Lundi 6 juin 2005. Aujourd’hui est enfin paru Minimum-Maximum, le tout premier album live de KRAFTWERK, souvenir digitalisé de leur récente tournée aussi mondiale que triomphale. Il aura donc fallu 35 ans au Kling Klang Men-Machines Quatuor from Düsseldorf pour sortir un début de témoignage scénique officiel. On commençait à ne plus y croire. Mais les habitués du groupe savent de toute façon à quel point KRAFTWERK, et Ralf HÜTTER en tête de liste, gère le temps d’une manière lente et indépendante.

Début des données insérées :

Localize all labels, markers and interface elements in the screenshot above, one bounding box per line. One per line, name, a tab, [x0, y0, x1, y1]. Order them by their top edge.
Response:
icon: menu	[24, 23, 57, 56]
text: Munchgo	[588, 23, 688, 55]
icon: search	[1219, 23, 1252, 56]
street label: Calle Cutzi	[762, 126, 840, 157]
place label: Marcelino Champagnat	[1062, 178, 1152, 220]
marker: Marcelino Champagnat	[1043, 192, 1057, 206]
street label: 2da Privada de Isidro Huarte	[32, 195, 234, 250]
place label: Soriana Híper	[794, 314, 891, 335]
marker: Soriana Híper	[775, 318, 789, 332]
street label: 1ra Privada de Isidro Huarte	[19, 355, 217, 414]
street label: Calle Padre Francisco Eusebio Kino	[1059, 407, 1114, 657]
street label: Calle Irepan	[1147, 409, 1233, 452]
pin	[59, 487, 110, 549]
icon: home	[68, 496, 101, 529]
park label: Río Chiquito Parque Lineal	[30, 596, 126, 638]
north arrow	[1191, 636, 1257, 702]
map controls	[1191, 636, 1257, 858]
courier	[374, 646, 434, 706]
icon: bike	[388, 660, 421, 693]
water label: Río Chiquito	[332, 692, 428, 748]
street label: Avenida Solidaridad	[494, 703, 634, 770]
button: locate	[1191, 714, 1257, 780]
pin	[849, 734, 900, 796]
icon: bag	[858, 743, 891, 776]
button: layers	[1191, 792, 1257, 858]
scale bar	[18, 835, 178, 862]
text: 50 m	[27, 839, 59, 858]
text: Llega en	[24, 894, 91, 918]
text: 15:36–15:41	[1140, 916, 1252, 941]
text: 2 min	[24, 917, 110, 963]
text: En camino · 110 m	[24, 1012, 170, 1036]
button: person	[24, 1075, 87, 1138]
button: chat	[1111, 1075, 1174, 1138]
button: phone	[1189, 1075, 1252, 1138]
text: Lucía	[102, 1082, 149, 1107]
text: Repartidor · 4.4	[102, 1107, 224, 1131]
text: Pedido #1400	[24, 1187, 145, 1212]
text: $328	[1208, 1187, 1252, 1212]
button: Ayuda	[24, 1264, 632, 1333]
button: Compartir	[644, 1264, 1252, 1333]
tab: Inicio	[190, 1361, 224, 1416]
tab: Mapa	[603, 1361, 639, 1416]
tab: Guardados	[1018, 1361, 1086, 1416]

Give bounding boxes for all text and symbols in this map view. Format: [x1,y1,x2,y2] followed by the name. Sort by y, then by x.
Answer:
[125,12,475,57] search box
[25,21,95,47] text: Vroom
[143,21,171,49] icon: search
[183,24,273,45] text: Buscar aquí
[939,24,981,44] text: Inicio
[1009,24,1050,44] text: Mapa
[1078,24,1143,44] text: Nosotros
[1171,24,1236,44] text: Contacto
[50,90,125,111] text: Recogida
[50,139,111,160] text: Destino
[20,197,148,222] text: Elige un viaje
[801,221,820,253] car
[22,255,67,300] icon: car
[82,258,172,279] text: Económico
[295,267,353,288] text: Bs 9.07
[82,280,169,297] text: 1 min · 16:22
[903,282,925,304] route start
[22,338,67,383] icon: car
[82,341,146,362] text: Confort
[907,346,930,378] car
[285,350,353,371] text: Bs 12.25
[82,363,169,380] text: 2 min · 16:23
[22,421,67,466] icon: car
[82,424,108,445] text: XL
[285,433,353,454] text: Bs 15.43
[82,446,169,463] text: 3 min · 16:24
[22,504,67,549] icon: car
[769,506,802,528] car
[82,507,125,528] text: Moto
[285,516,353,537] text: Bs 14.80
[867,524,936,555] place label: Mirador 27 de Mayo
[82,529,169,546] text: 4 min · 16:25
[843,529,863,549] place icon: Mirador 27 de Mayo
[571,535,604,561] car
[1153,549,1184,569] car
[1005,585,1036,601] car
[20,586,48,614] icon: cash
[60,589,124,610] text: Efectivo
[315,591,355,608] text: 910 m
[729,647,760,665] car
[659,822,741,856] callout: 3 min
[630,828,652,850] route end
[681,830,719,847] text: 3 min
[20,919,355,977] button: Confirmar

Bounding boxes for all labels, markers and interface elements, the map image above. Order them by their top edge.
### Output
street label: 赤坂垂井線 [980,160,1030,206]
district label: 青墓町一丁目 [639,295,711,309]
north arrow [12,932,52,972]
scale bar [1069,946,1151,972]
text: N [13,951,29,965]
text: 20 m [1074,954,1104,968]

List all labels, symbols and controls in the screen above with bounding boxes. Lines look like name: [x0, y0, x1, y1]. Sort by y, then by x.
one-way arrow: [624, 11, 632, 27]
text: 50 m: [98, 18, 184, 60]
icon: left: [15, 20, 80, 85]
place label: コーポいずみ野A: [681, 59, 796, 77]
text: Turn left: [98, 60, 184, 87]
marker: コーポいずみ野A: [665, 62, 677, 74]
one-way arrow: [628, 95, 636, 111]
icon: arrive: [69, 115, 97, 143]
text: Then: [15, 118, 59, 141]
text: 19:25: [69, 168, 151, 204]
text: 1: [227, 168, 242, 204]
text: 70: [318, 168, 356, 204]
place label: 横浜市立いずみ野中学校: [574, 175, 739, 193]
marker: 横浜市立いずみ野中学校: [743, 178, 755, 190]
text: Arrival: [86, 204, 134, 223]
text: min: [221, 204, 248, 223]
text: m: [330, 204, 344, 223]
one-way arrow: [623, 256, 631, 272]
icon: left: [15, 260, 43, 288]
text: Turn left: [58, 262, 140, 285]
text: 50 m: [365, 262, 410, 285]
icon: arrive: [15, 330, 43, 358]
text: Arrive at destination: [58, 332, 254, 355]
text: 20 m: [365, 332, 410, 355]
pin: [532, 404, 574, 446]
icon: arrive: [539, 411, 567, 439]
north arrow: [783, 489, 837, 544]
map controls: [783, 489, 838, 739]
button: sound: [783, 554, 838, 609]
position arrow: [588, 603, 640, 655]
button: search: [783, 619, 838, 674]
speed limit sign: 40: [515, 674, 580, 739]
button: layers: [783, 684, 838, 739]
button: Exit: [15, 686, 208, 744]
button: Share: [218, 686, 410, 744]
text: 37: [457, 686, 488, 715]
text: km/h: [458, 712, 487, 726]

Beaucoup, après la parution d’Electric Café, en 1986, avaient trouvé que KRAFTWERK était un groupe finissant, sinon cérébralement mort. Puis l’enterrement fut reporté de cinq ans suite à la sortie de The Mix. Un dernier sursaut désespéré d’un groupe déjà plongé dans un coma profond disait-on alors en ricanant, un dernier salut auto-plagié du groupe avant ses funérailles, la mise au tombeau et l’oubli. Toutefois, ceux qui parlaient ainsi de KRAFTWERK ne connaissaient visiblement rien à cette formation.

Oh ! c’est vrai, on aurait pu alors les croire, et facilement ! Wolfgang FLUR avait quitté le groupe, Karl BARTOS avait fait de même un peu plus tard. Oui, c’était alors aisé de dire que KRAFTWERK était un groupe prenant l’eau de toutes parts. Oui, c’était alors une « évidence » que Ralf HÜTTER était un tyran, certes génial, mais fou, menant, à force de maniaqueries et d’autisme, son groupe à sa perte, aidé en cela par Florian SCHNEIDER, finalement pas moins coupable que lui d’enfermement mental et de rigidité comportementale.

Oui, mais voilà, nous sommes maintenant en 2005 et KRAFTWERK est toujours là, et bien là. Alors, où était donc l’erreur des fossoyeurs trop pressés et trop zélés de la Centrale électrique ? Ils avaient juste oublié que HÜTTER et SCHNEIDER s’occupent tout autant du passé et du présent que de l’avenir. Et l’avenir, c’est justement une des grandes spécialités de KRAFTWERK. Ces gens-là voient loin, très loin. Les années ne leur font pas peur. Ils ont une claire vision de ce que doit être KRAFTWERK à chacune de ses étapes et les changements à effectuer pour cela. Et peu importe le temps, l’essentiel est de mener chaque phase à son terme avant d’entreprendre la suivante.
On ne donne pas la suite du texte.